Attentats de Paris : une enseignante nous raconte comment elle a abordé les événements avec sa classe

École : comment ai-je répondu aux questions des enfants sur les attentats ?

Elodie L. est enseignante dans une classe de CE1 dans le 20e arrondissement de Paris. Comme tous les enseignants, elle a reçu le week-end dernier de nombreux mails du ministère de l'Éducation nationale lui expliquant comment expliquer aux élèves ce qui s'était passé. Comment parler des agressions aux enfants en classe sans les choquer ? Quel discours adopter pour les rassurer ? Notre professeur a fait de son mieux, nous dit-elle.

« Nous étions inondés chaque week-end de documents du ministère censés nous donner la marche à suivre pour informer les étudiants des attentats. J'ai parlé avec plusieurs professeurs. Nous avions tous évidemment des questions. J'ai lu ces multiples documents avec beaucoup d'attention mais pour moi tout était évident. Ce que je regrette cependant, c'est que le ministère ne nous ait pas donné le temps de nous consulter. En conséquence, nous l'avons fait nous-mêmes avant le début du cours. Toute l'équipe s'est réunie à 7 heures du matin et nous nous sommes mis d'accord sur les grandes orientations pour faire face à ce drame. Nous avons décidé que la minute de silence aurait lieu à 45h9 car pendant la cantine, c'était juste impossible. Après, chacun était libre de s'organiser comme il l'entendait.

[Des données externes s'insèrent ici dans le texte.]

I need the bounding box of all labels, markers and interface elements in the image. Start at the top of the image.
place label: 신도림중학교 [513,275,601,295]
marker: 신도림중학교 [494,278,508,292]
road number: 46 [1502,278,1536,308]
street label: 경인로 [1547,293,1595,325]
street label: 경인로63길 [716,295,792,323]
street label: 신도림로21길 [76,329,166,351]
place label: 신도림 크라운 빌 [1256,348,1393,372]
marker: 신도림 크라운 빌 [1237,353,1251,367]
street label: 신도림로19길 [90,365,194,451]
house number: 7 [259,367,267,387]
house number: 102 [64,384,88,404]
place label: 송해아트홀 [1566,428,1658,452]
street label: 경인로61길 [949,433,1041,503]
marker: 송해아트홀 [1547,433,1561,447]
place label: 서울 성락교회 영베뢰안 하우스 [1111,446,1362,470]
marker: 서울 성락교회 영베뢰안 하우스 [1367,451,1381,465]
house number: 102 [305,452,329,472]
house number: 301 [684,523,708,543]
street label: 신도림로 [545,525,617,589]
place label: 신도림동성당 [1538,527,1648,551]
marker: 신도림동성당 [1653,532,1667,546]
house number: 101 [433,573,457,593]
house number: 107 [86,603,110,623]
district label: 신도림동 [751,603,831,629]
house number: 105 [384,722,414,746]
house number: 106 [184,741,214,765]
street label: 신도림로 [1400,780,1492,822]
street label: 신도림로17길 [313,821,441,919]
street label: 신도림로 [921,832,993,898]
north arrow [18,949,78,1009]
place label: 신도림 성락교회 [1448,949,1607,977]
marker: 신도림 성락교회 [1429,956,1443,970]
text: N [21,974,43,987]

Je laisse les enfants s'exprimer librement

J'accueillais les enfants comme tous les matins à 8h20. En CE1, ils ont tous entre 6 et 7 ans. Comme je pouvais l'imaginer, la plupart étaient au courant des attaques, beaucoup avaient vu des images violentes, mais personne n'a été personnellement touché. J'ai commencé par leur dire que c'était une journée un peu spéciale, qu'on n'allait pas faire les mêmes rituels que d'habitude. Je leur ai demandé de me raconter ce qui s'était passé, de me décrire ce qu'ils ressentaient. Ce qui m'a sauté aux yeux, c'est que les enfants racontaient des faits. On parlait de morts – certains connaissaient même le nombre – de blessés ou encore de « méchants »… Mon objectif était d'ouvrir le débat, de sortir du factuel et d'aller vers la compréhension. Les enfants avaient un dialogue et je rebondis sur ce qu'ils disaient. Pour faire simple, je leur ai expliqué que les personnes qui ont commis ces atrocités veulent imposer leur religion et leur pensée. J'ai ensuite parlé des valeurs de la République, du fait que nous sommes libres et que nous voulons un monde en paix, et que nous devons respecter les autres.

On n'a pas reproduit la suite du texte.